Esperança é reconhecida como primeira advogada do Brasil

Negra, escravizada, viveu Esperança Garcia em terras de propriedade dos jesuítas, ali pelos idos da segunda metade do século XVIII, numa área onde hoje se situam os estados do Piauí e Maranhão
Tipo Opinião

Sempre me bati, em todos os meus anos de militância na política da Ordem dos Advogados do Brasil, pela necessidade de recuperação da história da advocacia em nosso país. E o tenho feito por acreditar que as páginas belíssimas de luta pela afirmação de direitos e resistência escritas pela advocacia brasileira ao longo dos séculos haverão de servir de fonte de inspiração para as atuais gerações de advogadas e advogados e a tantos quantos fazem da busca pela justiça profissão e ideal de vida.

Vivi, no último dia 25 de novembro, mês da consciência negra - a referência ao mês de novembro remete ao 20 de novembro de 1695, data do assassínio de Zumbi, lendário líder do Quilombo do Palmares - um dos momentos mais emocionantes de minha trajetória profissional. À unanimidade de sua composição plena, o Conselho Federal da Ordem dos Advogados do Brasil, sob a presidência do colega Beto Simonetti, reconheceu oficialmente Esperança Garcia como a primeira advogada brasileira. Sua história, ainda pouco conhecida, merece ser contada.

Negra, escravizada, viveu Esperança Garcia em terras de propriedade dos jesuítas, ali pelos idos da segunda metade do século XVIII, onde hoje se situam os estados do Piauí e Maranhão. Com a expulsão da Companhia de Jesus do Brasil por decisão do primeiro-ministro do reino de Portugal, o Marquês de Pombal, as terras passaram a compor a Fazenda Real. Sob a administração do estado português a exploração da mão de obra escravizada se deu de forma ainda mais cruel.

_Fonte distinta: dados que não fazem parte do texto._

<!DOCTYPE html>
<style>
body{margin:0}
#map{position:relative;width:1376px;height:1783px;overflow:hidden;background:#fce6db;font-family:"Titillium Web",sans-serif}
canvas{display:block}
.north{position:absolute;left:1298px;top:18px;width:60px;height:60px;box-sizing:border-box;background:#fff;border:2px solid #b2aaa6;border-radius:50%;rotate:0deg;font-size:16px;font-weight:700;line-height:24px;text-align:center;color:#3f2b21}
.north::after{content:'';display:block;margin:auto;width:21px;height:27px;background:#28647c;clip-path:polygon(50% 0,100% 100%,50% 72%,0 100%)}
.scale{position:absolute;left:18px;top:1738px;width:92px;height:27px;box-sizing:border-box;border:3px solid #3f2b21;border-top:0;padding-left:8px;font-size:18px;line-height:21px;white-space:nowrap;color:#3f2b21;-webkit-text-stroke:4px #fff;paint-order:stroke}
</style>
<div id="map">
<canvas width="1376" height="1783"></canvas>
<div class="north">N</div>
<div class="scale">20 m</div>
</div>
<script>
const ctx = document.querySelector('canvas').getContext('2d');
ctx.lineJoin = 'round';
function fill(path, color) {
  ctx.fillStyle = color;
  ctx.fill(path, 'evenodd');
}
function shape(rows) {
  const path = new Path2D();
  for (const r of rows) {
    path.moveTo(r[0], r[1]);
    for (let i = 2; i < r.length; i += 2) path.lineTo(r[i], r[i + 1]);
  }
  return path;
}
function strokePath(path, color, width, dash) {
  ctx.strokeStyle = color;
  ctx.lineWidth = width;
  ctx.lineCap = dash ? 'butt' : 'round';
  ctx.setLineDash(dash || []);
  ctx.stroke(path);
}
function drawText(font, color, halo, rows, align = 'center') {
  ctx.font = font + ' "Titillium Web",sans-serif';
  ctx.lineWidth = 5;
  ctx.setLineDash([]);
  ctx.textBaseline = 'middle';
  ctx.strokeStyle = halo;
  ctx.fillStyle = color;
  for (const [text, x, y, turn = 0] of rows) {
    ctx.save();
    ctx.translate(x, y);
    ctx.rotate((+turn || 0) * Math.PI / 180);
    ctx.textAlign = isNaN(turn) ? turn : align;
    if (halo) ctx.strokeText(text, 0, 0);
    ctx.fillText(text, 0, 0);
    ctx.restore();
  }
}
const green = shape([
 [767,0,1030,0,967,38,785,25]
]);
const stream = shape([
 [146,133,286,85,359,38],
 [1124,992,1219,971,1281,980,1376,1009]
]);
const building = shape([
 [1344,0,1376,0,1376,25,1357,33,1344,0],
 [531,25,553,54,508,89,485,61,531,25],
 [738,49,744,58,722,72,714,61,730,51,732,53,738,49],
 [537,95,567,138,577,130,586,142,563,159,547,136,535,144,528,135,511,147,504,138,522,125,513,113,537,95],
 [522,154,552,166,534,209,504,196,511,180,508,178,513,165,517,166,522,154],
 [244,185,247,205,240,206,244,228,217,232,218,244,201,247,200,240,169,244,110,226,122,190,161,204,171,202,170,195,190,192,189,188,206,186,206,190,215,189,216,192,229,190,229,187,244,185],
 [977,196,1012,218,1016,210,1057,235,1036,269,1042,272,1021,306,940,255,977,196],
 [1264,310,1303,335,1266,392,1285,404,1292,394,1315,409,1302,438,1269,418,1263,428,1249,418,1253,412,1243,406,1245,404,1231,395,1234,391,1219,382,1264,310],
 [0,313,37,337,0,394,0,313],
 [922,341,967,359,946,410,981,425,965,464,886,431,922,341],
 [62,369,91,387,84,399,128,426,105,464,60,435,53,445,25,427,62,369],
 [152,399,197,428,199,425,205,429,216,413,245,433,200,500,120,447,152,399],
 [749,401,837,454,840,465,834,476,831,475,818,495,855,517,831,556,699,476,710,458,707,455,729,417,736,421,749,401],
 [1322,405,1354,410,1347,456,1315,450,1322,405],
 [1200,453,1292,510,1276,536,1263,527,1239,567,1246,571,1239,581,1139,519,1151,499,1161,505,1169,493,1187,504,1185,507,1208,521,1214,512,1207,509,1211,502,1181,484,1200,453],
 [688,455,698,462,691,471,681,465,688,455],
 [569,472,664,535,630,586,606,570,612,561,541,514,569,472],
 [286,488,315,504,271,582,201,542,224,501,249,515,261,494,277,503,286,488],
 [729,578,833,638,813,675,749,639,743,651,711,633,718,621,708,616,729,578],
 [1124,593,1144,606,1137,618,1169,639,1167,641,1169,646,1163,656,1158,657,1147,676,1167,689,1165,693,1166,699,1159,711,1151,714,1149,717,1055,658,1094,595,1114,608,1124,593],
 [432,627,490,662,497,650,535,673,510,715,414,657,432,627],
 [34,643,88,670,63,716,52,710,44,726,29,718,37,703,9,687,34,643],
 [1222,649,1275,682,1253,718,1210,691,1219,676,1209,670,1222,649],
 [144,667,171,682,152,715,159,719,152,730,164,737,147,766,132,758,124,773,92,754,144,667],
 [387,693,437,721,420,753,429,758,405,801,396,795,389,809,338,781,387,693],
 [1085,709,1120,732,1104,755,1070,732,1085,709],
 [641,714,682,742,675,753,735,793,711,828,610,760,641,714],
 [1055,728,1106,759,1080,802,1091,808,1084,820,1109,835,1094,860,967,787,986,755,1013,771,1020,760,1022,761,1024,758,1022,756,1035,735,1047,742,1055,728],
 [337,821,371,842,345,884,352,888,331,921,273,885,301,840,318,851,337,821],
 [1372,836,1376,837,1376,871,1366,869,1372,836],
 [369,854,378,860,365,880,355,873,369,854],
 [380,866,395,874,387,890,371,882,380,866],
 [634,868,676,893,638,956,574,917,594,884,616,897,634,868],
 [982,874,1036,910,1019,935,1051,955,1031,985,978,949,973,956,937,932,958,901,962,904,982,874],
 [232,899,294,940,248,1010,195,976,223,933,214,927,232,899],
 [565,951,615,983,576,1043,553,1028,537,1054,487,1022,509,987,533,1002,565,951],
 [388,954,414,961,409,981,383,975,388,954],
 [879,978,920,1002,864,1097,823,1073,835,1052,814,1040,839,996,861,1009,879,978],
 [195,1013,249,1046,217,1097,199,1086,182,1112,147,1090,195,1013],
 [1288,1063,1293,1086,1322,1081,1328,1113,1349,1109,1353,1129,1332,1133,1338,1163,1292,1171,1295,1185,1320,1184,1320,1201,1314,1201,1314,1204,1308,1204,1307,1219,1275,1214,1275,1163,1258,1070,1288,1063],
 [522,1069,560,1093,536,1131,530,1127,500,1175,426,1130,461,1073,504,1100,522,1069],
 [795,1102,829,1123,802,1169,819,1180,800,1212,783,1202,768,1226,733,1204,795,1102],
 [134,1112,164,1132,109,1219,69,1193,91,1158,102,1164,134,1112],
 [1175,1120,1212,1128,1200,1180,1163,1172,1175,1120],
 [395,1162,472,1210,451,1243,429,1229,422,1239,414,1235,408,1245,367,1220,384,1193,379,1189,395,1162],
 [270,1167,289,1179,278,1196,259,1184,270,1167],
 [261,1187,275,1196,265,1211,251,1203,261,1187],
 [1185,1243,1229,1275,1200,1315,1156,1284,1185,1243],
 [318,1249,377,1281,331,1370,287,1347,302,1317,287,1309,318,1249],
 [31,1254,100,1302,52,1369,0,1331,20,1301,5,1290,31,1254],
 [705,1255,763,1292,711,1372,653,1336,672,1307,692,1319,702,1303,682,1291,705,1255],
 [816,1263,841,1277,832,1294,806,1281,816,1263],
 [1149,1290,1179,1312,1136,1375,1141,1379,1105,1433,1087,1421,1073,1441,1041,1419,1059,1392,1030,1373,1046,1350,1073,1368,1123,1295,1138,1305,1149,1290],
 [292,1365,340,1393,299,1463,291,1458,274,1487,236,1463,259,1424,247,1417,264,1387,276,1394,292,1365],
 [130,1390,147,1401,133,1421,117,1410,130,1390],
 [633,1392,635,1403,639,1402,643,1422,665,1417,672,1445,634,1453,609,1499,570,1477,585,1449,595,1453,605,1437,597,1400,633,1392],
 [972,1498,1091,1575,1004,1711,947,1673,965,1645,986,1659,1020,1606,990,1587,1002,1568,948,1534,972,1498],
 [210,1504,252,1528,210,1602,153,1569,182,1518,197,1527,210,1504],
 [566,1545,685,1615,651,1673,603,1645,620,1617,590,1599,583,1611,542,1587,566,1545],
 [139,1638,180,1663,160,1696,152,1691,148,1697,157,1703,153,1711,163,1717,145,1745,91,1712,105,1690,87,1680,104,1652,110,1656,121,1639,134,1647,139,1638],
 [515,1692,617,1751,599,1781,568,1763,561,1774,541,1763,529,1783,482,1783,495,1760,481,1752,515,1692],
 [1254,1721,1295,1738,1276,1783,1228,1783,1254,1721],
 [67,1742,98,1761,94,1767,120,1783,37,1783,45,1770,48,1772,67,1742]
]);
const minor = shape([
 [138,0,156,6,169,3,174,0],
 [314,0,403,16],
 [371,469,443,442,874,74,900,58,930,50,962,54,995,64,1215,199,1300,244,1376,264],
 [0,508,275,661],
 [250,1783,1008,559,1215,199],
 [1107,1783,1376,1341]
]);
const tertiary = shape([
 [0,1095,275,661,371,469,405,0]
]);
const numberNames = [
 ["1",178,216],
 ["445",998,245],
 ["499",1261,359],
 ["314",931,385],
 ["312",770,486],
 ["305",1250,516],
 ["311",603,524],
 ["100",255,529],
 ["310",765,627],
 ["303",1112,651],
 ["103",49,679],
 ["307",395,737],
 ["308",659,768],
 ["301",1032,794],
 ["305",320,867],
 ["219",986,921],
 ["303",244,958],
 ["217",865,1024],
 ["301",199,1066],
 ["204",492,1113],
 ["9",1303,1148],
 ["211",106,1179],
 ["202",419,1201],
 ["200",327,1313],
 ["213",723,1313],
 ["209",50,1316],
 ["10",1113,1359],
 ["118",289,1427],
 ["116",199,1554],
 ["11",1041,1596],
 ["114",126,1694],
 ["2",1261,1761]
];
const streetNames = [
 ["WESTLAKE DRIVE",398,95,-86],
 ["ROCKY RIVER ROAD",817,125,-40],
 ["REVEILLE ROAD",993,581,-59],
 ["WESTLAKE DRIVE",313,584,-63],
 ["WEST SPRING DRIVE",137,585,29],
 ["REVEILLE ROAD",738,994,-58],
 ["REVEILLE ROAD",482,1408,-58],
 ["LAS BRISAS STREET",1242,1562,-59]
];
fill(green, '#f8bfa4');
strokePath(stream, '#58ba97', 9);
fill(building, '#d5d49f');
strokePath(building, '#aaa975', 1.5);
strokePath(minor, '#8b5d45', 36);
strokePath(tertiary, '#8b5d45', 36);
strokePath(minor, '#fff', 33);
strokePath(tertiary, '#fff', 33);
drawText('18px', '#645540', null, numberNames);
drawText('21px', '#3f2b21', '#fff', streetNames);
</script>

Encontrada nos arquivos públicos do estado do Piauí pelo antropólogo Luiz Mott no ano de 1979, há carta redigida por Esperança Garcia, em forma de petição, ao presidente da então província de São José do Piauí, Gonçalo Lourenço Botelho de Castro, em que pugna pelo seu retorno à Fazenda Algodões, de onde foi retirada para servir como cozinheira do novo administrador, um certo capitão Antônio Vieira do Couto, denuncia maus tratos sofridos por si e seus filhos e reclama da privação de serviços religiosos, sonegados a ela e a companheiras de infortúnio. A carta é datada de 6 de setembro de 1770, e havida como o mais antigo requerimento da lavra de uma pessoa escravizada em defesa de direitos, endereçada a uma autoridade, de que se tem notícia.

O processo no âmbito do sistema OAB que culminou com o reconhecimento de Esperança Garcia foi fruto de uma articulação das advogadas Daniela Borges, hoje presidente da seção baiana da OAB, à época presidente da Comissão Nacional da Mulher Advogada, e Silvia Cerqueira, presidente à época da Comissão Nacional de Promoção da Igualdade, abraçada a iniciativa pelas presidentes atuais dessas comissões, Cristiane Damasceno e Alessandra Benedito. Registre-se que já em 2017, a seccional da OAB Piauí já havia reconhecido Esperança Garcia como a primeira advogada daquele estado, iniciativa empreendida pela advogada Maria Sueli Rodrigues de Sousa.

Em tempo: embora os registros historiográficos sejam escassos, consta que Esperança Garcia teve seu pleito atendido, voltando para a Fazenda Algodões e para junto de seu marido Ignacio e filhos.